The light guide plate 200 includes a light emitter plate 210 having a predetermined thickness and a pattern layer 220 formed on a lower portion of the light emitter plate 210 opposite to the light exit surface. Specifically, the light emitter plate 210 may be made of a polycarbonate resin (PC) or a poly methyl methacrylate (PMMA) having a predetermined thickness.

The pattern layer 220 may be formed on the lower surface of the light emitter plate 210 using a curable resin. As the curable resin, UV curable resin or thermosetting resin may be used. The pattern layer 220 may be formed using a stamp having a predetermined pattern.

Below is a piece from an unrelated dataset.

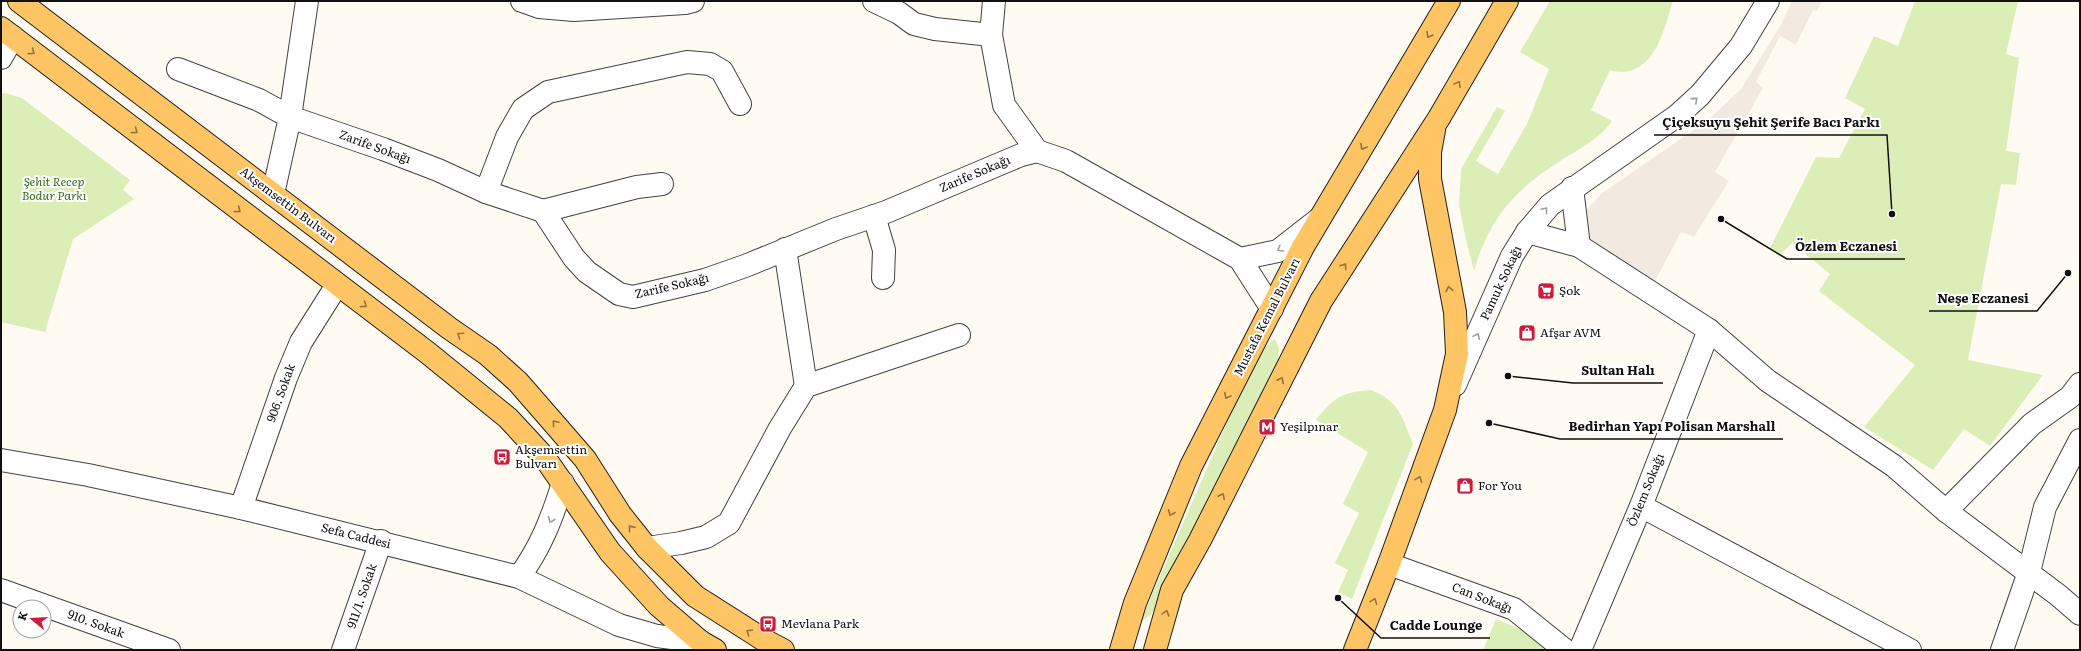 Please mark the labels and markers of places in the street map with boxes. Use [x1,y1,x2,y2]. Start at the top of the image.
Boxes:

That is, the curable resin may be applied on the lower surface of the light emitter plate, then pressed with a stamp having a predetermined pattern, and the resin may be cured using UV or heat.

The light incident on the light guide plate 200 in the light source 100 travels toward the light-focusing portion 200B of the light guide plate 200. [ At this time, a part of the light may be incident on the pattern layer 220 in the light emitter plate 210, and part of the light may be incident on the light emitter plate 210 in the pattern layer 220. Some of the light incident on the pattern layer 220 may be refracted by the pattern 220a formed on the lower surface and be emitted to the light exit surface 211 of the light guide plate 200. [ The pattern formed on the pattern layer 220 may be a general prism shape, a lens shape, or the like.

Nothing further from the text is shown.